The Spaza Shop Problem Nobody Wants to Talk About
A big chunk of what is at stake here is the informal economy, and specifically the foreign-owned spaza shops that Africanews describes as a backbone of it. These are small convenience stores, the kind run out of converted garages or shipping containers, that serve communities supermarkets do not reach. They are not in competition with major retailers. They are filling a gap that nobody else bothered to fill.
Those shops support a whole chain of South African livelihoods: local landlords who rent the space, South African wholesalers who supply the goods, South African workers who stock the shelves. Shut down the spaza shops and you do not reclaim those economic slots for South African entrepreneurs. You just create a hole. That is how supply chains work, and the hole does not care about your politics.
Even Shoprite Is Feeling It
The disruption is already hitting the formal economy too. Africanews cites company data showing that fewer than one in four drivers for Sixty60, the online grocery delivery service owned by Shoprite Group, South Africa's largest food retailer, are South African citizens. Sixty60 is not a niche operation. Shoprite is the biggest food retailer in the country.
So when the anti-migrant movement creates an environment hostile enough to drive foreign workers out, it is not just street-level informal traders who feel it. It is the logistics backbone of mainstream retail. The delivery does not show up. The groceries do not move. The South African consumer who ordered online is suddenly waiting on a problem that started with a protest they may or may not have attended.
The Economic Context That Made This Mess
None of this means the anger driving these protests is invented. South Africa has real problems that have been real for a long time. In June, the World Bank cut its 2026 growth forecast for the country from 1.4% to 1%, according to Africanews. Official unemployment sits at nearly one in three people, leaving 8.1 million South Africans without work. That is a staggering number, and it represents genuine human misery.
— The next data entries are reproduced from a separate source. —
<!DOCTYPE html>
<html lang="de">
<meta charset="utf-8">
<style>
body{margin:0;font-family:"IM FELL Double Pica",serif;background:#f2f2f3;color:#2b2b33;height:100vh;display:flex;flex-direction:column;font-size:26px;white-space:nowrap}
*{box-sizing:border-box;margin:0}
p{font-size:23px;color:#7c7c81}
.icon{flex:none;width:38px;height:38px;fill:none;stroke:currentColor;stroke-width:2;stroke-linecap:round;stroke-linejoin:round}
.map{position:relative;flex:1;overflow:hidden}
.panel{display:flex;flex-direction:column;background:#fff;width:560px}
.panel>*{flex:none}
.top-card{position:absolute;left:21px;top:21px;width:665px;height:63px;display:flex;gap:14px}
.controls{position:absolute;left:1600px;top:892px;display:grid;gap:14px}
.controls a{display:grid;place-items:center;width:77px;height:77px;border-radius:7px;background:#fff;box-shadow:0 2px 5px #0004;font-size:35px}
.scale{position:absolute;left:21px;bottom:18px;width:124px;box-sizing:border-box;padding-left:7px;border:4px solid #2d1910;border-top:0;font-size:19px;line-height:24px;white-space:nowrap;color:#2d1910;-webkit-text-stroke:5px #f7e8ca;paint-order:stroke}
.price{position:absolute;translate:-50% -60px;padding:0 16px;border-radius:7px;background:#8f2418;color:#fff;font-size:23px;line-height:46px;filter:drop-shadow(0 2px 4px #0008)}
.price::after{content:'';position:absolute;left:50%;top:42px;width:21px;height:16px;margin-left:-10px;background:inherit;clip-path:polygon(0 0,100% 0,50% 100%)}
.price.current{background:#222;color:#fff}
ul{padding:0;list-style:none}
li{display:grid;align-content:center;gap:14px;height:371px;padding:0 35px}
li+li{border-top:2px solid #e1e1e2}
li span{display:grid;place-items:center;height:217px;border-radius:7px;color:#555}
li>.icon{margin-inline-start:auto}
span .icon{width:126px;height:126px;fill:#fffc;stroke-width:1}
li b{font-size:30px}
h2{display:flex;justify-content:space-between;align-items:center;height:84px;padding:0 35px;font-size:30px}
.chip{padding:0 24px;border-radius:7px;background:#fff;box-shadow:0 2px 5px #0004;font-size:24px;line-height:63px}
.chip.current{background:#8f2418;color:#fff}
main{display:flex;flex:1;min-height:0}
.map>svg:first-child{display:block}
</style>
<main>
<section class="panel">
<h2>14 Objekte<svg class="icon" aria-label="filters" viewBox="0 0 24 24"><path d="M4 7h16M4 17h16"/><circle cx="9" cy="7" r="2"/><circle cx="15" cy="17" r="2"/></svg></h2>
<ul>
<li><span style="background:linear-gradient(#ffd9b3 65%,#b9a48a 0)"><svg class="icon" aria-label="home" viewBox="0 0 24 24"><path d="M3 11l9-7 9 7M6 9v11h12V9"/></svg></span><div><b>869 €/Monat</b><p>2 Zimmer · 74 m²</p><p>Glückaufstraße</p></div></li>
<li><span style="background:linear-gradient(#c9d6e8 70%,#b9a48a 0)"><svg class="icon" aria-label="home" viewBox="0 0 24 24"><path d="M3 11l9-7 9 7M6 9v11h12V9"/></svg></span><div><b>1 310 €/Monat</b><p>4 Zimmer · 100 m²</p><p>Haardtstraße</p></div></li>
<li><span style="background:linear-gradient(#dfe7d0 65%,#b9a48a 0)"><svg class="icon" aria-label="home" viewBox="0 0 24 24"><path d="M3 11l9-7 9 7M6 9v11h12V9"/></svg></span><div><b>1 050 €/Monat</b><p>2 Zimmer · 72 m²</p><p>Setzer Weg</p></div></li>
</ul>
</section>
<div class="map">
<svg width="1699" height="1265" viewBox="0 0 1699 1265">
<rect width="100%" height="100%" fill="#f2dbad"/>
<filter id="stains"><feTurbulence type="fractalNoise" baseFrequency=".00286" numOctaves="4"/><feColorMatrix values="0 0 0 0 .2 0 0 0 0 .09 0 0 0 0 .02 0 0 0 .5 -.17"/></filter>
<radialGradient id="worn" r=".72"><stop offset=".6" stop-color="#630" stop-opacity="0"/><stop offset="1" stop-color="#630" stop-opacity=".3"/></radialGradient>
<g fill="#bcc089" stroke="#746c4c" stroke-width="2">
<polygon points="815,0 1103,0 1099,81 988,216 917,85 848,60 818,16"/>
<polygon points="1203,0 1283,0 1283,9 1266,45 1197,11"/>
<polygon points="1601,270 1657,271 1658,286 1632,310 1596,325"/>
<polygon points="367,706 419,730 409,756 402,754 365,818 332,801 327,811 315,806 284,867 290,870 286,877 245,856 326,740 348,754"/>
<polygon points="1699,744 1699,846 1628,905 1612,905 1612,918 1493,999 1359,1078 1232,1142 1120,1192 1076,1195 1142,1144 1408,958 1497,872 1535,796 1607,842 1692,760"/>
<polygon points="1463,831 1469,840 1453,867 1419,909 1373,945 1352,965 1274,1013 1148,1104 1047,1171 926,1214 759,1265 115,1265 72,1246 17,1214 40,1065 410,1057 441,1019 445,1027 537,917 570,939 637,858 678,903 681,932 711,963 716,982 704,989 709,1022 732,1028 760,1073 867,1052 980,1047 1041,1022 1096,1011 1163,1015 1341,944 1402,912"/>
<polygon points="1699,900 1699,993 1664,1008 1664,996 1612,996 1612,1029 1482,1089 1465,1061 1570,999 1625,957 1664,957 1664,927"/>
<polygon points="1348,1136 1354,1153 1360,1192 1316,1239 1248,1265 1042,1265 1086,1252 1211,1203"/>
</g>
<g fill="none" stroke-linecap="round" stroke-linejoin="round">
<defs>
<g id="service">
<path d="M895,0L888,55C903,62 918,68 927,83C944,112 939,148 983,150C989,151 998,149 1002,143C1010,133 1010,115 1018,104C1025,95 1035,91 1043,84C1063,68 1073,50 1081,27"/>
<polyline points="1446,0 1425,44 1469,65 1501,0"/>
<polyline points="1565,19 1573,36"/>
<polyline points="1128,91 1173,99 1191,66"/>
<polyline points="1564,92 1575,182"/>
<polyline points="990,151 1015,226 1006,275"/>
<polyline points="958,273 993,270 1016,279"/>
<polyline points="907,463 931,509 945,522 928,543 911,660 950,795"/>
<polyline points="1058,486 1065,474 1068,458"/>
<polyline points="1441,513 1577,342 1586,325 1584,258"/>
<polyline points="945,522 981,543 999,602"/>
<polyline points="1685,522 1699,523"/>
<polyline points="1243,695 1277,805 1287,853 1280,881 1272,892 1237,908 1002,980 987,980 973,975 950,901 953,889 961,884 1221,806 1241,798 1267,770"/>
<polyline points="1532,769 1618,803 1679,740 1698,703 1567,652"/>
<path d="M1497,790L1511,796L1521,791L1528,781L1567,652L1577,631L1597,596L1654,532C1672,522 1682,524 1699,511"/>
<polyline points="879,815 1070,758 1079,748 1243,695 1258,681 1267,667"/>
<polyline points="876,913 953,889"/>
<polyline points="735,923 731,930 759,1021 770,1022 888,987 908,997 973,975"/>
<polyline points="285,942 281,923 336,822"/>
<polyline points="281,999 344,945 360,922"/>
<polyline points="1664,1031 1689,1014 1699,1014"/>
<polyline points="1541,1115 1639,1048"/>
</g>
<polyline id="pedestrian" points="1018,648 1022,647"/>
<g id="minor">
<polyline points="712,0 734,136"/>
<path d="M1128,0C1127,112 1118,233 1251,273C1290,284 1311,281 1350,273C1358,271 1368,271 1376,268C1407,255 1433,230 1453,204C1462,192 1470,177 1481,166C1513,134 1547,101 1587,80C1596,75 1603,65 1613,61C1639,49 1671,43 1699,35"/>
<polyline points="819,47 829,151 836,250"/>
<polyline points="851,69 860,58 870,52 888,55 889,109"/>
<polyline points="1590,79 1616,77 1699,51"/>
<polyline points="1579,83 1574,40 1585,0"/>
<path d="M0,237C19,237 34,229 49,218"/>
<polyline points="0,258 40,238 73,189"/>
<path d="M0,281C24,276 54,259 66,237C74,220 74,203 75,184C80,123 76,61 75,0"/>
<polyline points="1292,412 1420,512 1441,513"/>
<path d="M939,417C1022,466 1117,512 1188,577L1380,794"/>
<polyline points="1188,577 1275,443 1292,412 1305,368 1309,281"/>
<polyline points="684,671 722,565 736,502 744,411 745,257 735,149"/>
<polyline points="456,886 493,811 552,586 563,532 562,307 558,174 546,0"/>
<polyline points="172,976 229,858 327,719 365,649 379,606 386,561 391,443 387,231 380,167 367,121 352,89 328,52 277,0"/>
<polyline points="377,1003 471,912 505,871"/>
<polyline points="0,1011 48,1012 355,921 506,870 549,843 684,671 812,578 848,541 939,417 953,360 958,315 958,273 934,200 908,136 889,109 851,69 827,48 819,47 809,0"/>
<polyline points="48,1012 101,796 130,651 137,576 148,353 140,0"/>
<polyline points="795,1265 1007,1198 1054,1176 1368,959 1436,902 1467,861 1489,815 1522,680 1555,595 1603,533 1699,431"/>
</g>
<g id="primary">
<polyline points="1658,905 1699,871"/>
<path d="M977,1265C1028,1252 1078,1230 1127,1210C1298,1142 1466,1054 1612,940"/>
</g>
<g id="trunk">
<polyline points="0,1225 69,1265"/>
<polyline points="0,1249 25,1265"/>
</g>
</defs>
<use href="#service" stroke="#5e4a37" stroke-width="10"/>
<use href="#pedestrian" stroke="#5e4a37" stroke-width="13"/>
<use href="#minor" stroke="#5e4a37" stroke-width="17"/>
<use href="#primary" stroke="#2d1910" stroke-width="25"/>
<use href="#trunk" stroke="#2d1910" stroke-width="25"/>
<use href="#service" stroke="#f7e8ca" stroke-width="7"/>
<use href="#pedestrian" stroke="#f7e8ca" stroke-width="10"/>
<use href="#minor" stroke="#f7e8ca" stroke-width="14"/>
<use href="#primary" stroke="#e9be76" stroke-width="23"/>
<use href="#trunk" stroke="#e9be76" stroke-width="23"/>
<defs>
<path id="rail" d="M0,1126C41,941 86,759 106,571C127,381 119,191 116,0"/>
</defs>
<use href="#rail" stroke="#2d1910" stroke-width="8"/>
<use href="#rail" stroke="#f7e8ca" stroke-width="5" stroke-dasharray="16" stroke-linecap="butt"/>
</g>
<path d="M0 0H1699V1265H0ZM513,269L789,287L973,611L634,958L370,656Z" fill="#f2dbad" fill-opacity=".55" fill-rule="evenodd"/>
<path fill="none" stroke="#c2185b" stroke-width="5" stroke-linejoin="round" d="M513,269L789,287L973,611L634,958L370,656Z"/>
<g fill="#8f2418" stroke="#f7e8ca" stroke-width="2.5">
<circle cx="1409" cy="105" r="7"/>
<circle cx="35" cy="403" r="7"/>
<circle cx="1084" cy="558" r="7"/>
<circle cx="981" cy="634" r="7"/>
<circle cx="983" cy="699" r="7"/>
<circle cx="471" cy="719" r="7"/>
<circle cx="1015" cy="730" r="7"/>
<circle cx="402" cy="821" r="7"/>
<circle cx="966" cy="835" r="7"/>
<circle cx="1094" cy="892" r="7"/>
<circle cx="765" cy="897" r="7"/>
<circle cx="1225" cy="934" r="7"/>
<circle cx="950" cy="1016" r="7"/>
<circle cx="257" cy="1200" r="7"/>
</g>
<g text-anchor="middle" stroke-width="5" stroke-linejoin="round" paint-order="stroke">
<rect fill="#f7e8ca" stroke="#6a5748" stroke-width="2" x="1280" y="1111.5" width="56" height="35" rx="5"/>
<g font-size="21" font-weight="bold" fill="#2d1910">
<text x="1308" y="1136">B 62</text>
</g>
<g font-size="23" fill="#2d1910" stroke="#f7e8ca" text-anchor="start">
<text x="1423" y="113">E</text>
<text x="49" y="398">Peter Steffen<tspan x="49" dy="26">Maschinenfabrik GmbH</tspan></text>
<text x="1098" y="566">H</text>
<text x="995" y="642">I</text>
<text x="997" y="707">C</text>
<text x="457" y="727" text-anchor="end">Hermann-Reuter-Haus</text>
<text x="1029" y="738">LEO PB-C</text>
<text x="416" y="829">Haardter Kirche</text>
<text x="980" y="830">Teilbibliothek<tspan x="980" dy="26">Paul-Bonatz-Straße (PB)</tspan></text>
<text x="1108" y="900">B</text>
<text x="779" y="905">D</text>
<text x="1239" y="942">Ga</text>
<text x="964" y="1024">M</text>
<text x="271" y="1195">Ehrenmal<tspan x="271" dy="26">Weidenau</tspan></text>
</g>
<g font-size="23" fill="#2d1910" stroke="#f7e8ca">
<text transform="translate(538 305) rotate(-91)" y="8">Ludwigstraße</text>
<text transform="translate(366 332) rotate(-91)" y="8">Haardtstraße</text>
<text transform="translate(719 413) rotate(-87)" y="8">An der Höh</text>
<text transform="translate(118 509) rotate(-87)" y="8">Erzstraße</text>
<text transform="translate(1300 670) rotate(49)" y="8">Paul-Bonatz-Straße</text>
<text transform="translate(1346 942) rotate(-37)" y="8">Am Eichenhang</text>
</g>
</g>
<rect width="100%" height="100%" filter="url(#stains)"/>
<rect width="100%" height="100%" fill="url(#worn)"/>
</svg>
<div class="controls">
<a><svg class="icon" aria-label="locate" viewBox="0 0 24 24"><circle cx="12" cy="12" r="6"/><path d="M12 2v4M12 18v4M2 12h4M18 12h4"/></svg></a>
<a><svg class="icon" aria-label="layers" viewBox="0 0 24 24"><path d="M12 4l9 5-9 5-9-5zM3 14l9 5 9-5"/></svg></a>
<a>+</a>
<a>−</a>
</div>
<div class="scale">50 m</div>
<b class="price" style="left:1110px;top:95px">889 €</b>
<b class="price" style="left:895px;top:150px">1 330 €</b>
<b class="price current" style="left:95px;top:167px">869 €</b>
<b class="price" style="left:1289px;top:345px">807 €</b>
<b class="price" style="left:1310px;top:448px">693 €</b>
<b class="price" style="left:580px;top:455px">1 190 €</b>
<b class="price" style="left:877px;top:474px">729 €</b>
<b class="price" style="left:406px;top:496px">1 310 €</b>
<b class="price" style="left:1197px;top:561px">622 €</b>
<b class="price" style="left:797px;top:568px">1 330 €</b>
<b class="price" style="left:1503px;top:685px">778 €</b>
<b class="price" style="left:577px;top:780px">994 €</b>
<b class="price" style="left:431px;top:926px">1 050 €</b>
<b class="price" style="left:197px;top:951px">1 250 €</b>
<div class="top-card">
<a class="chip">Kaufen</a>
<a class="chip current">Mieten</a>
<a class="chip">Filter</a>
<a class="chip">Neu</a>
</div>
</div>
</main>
But here is the thing: those conditions were not created by migrants running spaza shops or delivering groceries. They were created by decades of policy failure, structural inequality, a post-apartheid economic transition that never fully delivered, and an ANC government that spent years confusing governance with looting. Blaming foreign workers for a crisis built by domestic political failure is an old trick. It is also, historically, never once the move that actually fixes anything.
The Dingo Take
South Africa is doing what struggling countries do when the real problems are too big, too complicated, and too politically costly to actually fix: it is finding a group with less political power and making them the explanation. The protesters are angry about real things. Their proposed remedy is going to make those real things worse. That tension, between legitimate grievance and catastrophically misdirected response, is the whole tragedy here.
The migrants being pushed out of South Africa were not the reason 8.1 million South Africans are unemployed. They were, per the ILO's own research, actually correlated with better employment outcomes for South African workers. Chasing them out will not fix the growth rate the World Bank just downgraded to 1%. It will not fix the infrastructure. It will not fix the inequality that apartheid built and that post-apartheid governments failed to dismantle. It will just leave a country with fewer workers, emptier spaza shops, and slower grocery deliveries, still looking for someone to blame.
The cruelest part is that the people who will feel the departure of those migrants most sharply are not the politicians who fanned the flames. It is the working-class South Africans in the townships who relied on the corner shop, the affordable goods, the functioning supply chain. They marched to protect their economic future. They may have just torched it.